Laws around home birthing are also described in the review.
This narrative review has looked at the risks of homebirth and future risk to the child.
The review has been written by two experts in the field and may not represent the opinions of other experts.
This research was not a systematic review and as the methods used by the researchers for gathering studies that looked at homebirths are not reported, it is unclear if the researchers have captured all of the relevant literature on this topic. Also, they may have selectively chosen to showcase studies that supported their argument. So, the studies presented may provide a biased view of the topic.
That said, and despite the researchers arguing that homebirth should not be recommended by professionals, they do recognise that most women will deliver at home with good outcomes for both the mother and child.
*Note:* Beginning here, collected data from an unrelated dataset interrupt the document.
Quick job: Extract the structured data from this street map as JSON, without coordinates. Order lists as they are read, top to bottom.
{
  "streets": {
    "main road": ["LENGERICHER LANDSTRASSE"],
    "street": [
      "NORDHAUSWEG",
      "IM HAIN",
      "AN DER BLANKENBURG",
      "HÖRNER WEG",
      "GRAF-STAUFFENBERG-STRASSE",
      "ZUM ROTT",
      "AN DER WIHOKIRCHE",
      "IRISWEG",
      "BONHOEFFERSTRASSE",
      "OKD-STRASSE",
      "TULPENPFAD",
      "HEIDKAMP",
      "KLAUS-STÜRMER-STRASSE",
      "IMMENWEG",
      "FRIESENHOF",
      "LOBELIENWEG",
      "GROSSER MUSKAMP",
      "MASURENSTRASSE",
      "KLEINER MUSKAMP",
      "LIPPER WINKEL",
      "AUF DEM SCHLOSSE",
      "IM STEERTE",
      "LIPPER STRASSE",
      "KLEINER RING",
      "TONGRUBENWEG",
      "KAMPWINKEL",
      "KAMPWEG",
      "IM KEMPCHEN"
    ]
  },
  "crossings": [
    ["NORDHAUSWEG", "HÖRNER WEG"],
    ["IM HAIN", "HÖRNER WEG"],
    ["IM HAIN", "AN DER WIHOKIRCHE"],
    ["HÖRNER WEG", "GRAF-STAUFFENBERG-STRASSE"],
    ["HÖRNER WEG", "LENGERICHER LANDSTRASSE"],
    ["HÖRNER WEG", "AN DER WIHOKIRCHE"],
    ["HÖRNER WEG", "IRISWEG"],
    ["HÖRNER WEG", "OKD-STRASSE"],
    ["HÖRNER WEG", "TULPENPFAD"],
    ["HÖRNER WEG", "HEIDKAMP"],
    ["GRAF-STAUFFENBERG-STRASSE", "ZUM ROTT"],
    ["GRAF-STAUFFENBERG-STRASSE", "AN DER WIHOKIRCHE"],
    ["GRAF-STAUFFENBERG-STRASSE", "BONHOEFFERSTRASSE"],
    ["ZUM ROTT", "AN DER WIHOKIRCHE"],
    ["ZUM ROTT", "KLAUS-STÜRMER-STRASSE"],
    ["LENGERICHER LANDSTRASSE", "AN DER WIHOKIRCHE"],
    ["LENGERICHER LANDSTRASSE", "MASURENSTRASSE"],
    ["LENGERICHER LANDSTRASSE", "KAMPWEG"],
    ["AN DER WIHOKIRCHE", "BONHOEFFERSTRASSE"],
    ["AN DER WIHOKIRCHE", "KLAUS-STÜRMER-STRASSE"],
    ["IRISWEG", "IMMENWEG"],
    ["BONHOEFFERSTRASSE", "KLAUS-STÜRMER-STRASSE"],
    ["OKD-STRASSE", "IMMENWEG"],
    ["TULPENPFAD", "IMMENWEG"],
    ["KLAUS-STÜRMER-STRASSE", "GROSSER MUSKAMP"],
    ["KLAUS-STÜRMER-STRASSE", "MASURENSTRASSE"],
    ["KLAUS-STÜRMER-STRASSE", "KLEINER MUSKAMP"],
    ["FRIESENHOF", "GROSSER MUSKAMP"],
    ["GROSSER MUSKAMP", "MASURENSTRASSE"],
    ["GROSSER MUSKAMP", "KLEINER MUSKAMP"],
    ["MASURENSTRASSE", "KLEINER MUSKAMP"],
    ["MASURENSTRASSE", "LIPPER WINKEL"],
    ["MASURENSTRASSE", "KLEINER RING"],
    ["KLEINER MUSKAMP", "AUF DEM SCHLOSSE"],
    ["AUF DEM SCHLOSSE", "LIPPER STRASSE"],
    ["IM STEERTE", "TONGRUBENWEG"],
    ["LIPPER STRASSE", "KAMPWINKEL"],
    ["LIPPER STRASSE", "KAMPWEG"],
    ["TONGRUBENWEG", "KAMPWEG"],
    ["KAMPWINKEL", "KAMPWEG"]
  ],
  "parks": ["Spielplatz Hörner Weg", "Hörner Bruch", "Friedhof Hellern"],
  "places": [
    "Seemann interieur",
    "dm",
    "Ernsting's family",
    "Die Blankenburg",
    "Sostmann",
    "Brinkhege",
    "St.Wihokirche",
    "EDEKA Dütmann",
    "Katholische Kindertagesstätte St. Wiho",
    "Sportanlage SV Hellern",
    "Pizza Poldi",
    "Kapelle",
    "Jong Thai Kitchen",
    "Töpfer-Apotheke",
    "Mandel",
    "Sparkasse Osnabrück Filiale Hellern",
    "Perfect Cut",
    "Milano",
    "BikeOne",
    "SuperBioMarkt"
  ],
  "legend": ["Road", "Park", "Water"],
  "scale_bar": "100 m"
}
Current estimates suggest that in the UK, having a first baby at home slightly increases the risk of a poor outcome for the baby, including death and complications that may result in long-term health problems (from five poor outcomes in 1,000 for a hospital birth to nine in 1,000 – almost 1% – for a home birth). For low risk women having a second of subsequent baby home birth does not increase the risk (3 poor outcomes per 1000 births for hospital births and 2 per 1000 births for home births).
A case could be made that rather than discouraging home births, we should instead be improving the levels of support to women who choose to home birth and so reduce the risk of complications. However, in cash-strapped times there are always going to be competing priorities.